## What to work on
Would you count how many lines of the entries below include the word "fabs"? Give nothing but the number.

Start of Block

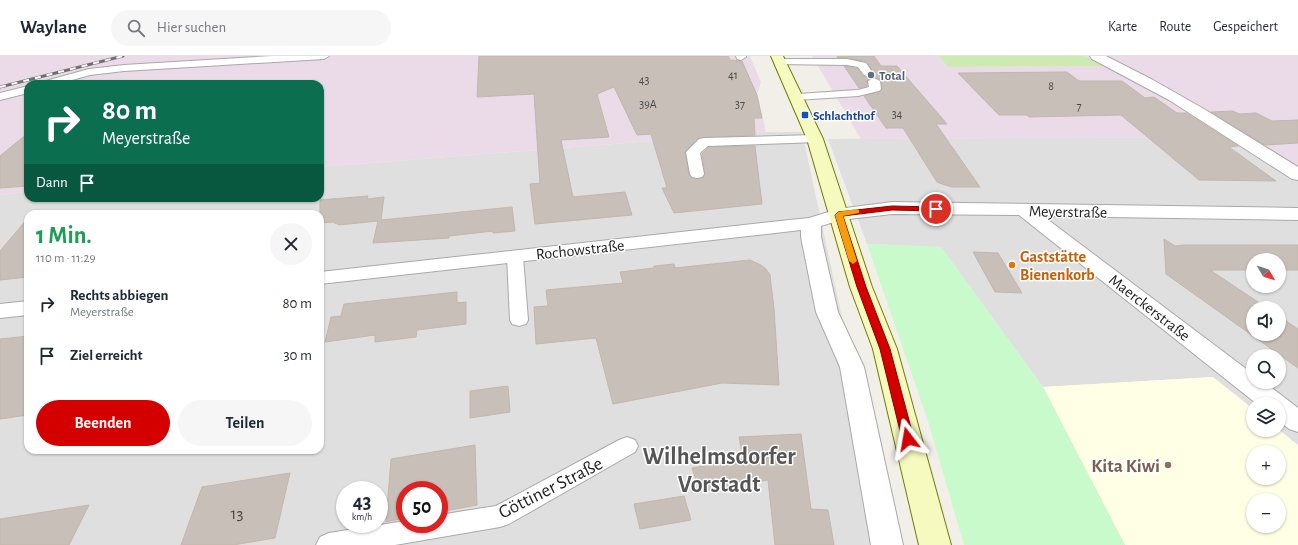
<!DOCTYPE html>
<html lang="de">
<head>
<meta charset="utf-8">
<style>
	body { margin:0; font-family:"Alegreya Sans",sans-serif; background:#f6f6f7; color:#1f2937; height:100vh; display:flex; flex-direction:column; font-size:15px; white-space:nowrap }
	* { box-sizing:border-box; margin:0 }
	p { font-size:13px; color:#747a83 }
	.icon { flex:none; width:22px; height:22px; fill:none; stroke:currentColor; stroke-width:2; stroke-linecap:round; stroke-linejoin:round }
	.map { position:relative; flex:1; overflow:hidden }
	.side { position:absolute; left:24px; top:154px; width:300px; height:244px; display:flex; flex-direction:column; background:#fff; border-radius:12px; box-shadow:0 1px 3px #0004 }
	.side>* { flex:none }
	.top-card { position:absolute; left:24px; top:24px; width:300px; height:122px; border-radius:12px; box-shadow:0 1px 3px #0004; background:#0b6e4f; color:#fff; overflow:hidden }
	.needle { width:26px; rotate:129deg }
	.fabs { position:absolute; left:1246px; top:197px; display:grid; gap:8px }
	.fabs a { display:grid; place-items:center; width:40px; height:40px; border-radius:50%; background:#fff; box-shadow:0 1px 3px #0004; font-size:20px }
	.speed { position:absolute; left:336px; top:425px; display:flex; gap:8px; font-size:20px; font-weight:700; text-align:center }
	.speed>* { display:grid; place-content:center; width:52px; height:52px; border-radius:50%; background:#fff; box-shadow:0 1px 3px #0004; line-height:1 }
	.speed small { font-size:10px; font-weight:400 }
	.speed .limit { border:6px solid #d22; background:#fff; color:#111 }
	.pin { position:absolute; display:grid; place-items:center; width:34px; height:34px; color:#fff; margin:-17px; border:2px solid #fff; border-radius:50%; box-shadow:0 1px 4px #0007 }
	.me { position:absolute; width:44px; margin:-22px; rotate:346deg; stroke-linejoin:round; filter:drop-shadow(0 0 3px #0008) }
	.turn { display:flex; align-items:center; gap:14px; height:84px; padding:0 12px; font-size:18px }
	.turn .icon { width:52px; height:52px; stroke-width:2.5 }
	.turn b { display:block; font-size:28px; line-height:34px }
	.then { display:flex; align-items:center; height:38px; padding:0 12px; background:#0003; gap:8px; font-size:15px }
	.round { display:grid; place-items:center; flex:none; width:42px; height:42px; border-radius:21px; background:#f6f6f7 }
	.head { display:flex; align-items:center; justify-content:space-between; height:68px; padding:0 12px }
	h1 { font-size:24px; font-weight:700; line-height:30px; color:#1e9e55 }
	.cta { display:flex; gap:8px; margin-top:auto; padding:8px 12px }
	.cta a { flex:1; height:46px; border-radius:24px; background:#d40000; color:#fff; font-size:16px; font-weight:700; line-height:46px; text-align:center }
	.cta a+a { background:#f6f6f7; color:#1f2937 }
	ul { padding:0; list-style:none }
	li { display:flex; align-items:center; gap:12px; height:52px; padding:0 12px }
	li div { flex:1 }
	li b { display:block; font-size:15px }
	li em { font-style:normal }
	header { display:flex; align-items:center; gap:24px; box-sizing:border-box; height:56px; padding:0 20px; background:#fff; border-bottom:1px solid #e0e1e3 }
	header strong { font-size:19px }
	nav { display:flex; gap:22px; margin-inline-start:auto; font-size:14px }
	.search { width:280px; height:36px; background:#f6f6f7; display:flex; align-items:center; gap:10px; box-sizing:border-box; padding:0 14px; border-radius:22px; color:#747a83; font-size:15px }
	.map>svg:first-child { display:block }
	.residential { fill:#e0dfdf; fill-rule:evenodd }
	.industrial { fill:#ebdbe8 }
	.education { fill:#ffffe5; fill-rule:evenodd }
	.grass { fill:#cdebb0 }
	.park { fill:#c8facc }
	.building { fill:#c7bfb8; stroke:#c4b6ab }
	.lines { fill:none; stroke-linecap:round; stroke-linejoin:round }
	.lane-casing { stroke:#a9a9a9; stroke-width:2 }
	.street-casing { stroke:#a9a9a9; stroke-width:2 }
	.secondary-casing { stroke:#707d05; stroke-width:2 }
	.lane { fill:#fff; fill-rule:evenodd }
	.street { fill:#fff; fill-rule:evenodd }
	.secondary { fill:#f7fabf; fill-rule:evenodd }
	.rail-casing { stroke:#707070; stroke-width:3 }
	.rail { stroke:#fff; stroke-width:2; stroke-dasharray:6; stroke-linecap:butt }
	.route { fill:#d40000; stroke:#8a0000 }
	.slow { fill:#f59e0b }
	.service-dot { fill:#5c6f8a; stroke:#fff; stroke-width:1.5 }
	.transit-dot { fill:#1a4fb4; stroke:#fff; stroke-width:1.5 }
	.food-dot { fill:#e8710a; stroke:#fff; stroke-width:1.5 }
	.education-dot { fill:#8d6e63; stroke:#fff; stroke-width:1.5 }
	.labels { text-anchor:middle; stroke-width:3; stroke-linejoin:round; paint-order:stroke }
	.far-number-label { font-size:12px; fill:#4b4948 }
	.far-service-label { font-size:13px; font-weight:bold; fill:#4e5e75; stroke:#fff; text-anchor:start }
	.far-transit-label { font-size:13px; font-weight:bold; fill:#164399; stroke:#fff; text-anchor:start }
	.street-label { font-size:16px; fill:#222; stroke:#fff }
	.food-label { font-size:16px; font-weight:bold; fill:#c56008; stroke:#fff; text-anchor:start }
	.near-number-label { font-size:17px; fill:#4b4948 }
	.near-education-label { font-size:19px; font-weight:bold; fill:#785e54; stroke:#fff; text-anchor:end }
	.near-street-label { font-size:19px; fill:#222; stroke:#fff }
	.near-district-label { font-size:24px; font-weight:bold; fill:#555; stroke:#fff }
</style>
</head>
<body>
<header>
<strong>Waylane</strong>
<div class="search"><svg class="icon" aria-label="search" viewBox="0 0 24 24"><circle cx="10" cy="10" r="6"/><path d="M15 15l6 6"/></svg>Hier suchen</div>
<nav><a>Karte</a><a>Route</a><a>Gespeichert</a></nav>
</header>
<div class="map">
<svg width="1298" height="489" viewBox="0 0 1298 489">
	<rect width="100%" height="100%" fill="#f2efe9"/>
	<path class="residential" d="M766,76H802L891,489H0V139L28,136V142H320V111ZM28,158H320V394H28ZM345,434H379V468H345ZM405,434H439V468H405Z
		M1248,81L1298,111V389L1279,374V348H1253V353L1213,321L1043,331L941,191L867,188L828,83ZM1253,204H1279V230H1253ZM1253,252H1279V278H1253ZM1253,300H1279V326H1253Z"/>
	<path class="industrial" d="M0,0H750L761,26L757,38L766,76L320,111V28H28V136L0,139Z
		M812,0H938L948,11L1106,10L1084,0H1298V111L1248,81L861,83Z"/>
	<path class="education" d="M1213,321L1253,353V374H1279L1298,389V489H1125L1043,331ZM1253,396H1279V422H1253ZM1253,444H1279V470H1253Z"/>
	<path class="grass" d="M938,0H1084L1107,10L948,11Z"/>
	<path class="park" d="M867,188L941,191L1043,331L1125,489H964L928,365Z"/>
	<path class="building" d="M479,0H728L730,4L742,5L757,39L762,62H754L755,79L699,82L685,96L689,119L692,122L697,123L702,122L705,119L702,98L709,91L755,90L762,148L674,157L662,132H667L651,78L637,79L614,31L597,38L609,81L561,84L573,141L625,136L632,159L535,168L530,128L540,127L534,38L477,41Z
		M837,0H874L881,10H897L947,68H936L980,131H952L942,128L937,126L903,72H886L864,40L880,36L882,33L881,24L873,21L867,24V30L859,32L844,10L857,12L863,20L869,21L874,17L867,6L847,2H838Z
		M1067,16L1079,25H1122L1145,42L1154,41L1177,57H1186L1238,90L1229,91L1276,125L1199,124L1121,59L1029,61L1027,59H999L958,17Z
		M1233,55L1239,58L1256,57L1272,65L1298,64V87L1265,89L1211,56Z
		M28,77V130L0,132V100Z
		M368,140L367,143L384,141L381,164L512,151L515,175L493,177V175L449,180V182L373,187L378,165L339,169L333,166L320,167V144Z
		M28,162V221L0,224V195Z
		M1164,183L1175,190L1185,189H1298V214H1279V204H1253V214H1210L1267,252H1253V278H1279V260L1298,273V312L1166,218Z
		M973,196L998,197L1022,237L995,236Z
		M750,204L761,209L766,213L770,219L774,253L779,329L722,327L613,348L596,282L536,288L534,251L548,250L546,234L623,227L620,216L654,212V210L674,208L675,212Z
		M457,236V247L466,246V268L417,274L416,281L375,286V279L325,286L331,261L341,260L344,248Z
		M28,280V359L0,363V283Z
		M508,330L510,356L470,362V335Z
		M801,378L811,453L828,454L834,489H775L768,424L700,436L692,412L743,403L739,381Z
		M475,389L477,449L439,456V434H405V462L386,466L391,403Z
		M290,417L275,482L233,489H181L202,431Z
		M684,440L691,464L640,473L634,448Z
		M89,449L69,489H0V463Z"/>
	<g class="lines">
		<g class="lane-casing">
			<path id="lane" d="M272,0H329L324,3L124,15L90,19L58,28H40L42,26L89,13L124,9Z
				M736,0H746V1L741,4L737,3Z
				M780,3H847L866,7L873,17L868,20L864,19L858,11L847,9L776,8L775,6L776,4Z
				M874,22L880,25L881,33L879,35L858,40L797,44L793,43L791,41L793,39L797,38L858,34L869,31L868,25Z
				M28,30V37L0,44V37Z
				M815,79L820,80L821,83L820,86L708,90L700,97L704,118L702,121L697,122L692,121L690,118L686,96L699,83L704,82Z
				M515,196L521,197L523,201L528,264L526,268L519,270L512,268L510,264L507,201L509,197Z
				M627,381L635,384L638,390L635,396L509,468L500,471L395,489H316L320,481L329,477L405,465V468H439V459L496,450L619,384Z"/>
		</g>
		<g class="street-casing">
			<path id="street" d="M1090,0H1106L1153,24L1204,53L1298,111V124L1292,123L1169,44L1092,3Z
				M892,146L1298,152V164L1043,160L1253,318V326H1264L1298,352V376L1289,373L1279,365V348H1257L1019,159L892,158L840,164L821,170V181L838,256L864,311L903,489H871L840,311L816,256L801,181V174L320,228V216L780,165L809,162L838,153Z
				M28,245V259L0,262V248Z"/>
		</g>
		<g class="secondary-casing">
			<path id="secondary" d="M771,0H783L823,83L872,231L897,293L951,489H919L873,293L850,231L807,83Z"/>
		</g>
		<use href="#lane" class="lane"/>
		<use href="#street" class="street"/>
		<use href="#secondary" class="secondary"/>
		<g class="rail-casing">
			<path id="rail" d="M0,31L123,0"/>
		</g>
		<use href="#rail" class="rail"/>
	</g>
	<path class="route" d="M892,150L936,151L940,153L936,155L892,154L843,160L866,231L890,293L914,383L912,387L908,388L904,387L902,383L880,293L857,231L835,159L838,156Z"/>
	<path class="slow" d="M856,153L859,154V157L843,160L857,205L853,208L849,205L835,159L838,156Z"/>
	<circle class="service-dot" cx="871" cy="19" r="4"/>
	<rect class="transit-dot" x="801" y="55" width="8" height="8" rx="2"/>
	<circle class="food-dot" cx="1012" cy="209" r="4"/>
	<circle class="education-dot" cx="1168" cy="409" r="4"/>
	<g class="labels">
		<g class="far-number-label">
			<text x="733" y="23">41</text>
			<text x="644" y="28">43</text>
			<text x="1051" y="34">8</text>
			<text x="648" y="52">39A</text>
			<text x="740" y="52">37</text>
			<text x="1079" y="54">7</text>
			<text x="897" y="62">34</text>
		</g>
		<g class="far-service-label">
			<text x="879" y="24">Total</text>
		</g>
		<g class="far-transit-label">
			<text x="813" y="64">Schlachthof</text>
		</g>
		<g class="street-label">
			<text transform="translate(1068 155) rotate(1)" y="6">Meyerstraße</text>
			<text transform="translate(580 193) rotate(-6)" y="6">Rochowstraße</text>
			<text transform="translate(1150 251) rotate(38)" y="6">Maerckerstraße</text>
		</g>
		<g class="food-label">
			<text x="1020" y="206">Gaststätte<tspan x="1020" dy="18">Bienenkorb</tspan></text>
		</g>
		<g class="near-number-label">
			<text x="237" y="463">13</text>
		</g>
		<g class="near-education-label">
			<text x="1160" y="416">Kita Kiwi</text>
		</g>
		<g class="near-street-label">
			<text transform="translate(550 431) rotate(-27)" y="7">Göttiner Straße</text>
		</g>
		<g class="near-district-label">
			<text x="719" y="408">Wilhelmsdorfer<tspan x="719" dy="28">Vorstadt</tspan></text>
		</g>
	</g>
</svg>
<div class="fabs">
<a><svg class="needle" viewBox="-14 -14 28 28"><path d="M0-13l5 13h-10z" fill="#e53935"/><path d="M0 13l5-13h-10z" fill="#747a83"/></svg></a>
<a><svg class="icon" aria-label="sound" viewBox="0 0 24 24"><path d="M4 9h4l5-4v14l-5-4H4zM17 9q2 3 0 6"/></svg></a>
<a><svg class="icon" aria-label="search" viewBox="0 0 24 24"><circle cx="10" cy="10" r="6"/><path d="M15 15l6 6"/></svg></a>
<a><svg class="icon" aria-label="layers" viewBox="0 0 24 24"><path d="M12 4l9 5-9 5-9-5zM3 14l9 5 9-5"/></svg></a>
<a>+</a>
<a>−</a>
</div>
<div class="speed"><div>43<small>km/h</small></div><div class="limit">50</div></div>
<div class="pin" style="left:936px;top:153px;background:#d93025"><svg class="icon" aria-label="arrive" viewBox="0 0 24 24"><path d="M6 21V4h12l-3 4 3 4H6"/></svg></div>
<svg class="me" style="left:908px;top:383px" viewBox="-20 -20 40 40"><path d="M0-17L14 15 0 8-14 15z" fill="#d40000" stroke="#fff" stroke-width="4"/></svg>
<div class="top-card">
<div class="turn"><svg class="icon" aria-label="right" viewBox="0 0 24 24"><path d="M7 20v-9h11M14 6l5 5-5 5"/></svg><div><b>80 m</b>Meyerstraße</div></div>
<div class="then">Dann<svg class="icon" aria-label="arrive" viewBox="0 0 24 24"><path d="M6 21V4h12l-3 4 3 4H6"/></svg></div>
</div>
<section class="side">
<div class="head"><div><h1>1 Min.</h1><p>110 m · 11:29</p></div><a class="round"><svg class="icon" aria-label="close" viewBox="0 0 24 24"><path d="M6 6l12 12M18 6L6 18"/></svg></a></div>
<ul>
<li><svg class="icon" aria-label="right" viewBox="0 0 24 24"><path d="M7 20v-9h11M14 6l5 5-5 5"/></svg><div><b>Rechts abbiegen</b><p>Meyerstraße</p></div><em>80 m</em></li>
<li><svg class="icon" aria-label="arrive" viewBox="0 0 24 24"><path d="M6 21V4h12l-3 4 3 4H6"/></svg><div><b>Ziel erreicht</b></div><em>30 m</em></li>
</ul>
<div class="cta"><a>Beenden</a><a>Teilen</a></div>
</section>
</div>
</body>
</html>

End of Block

## Response to this task
3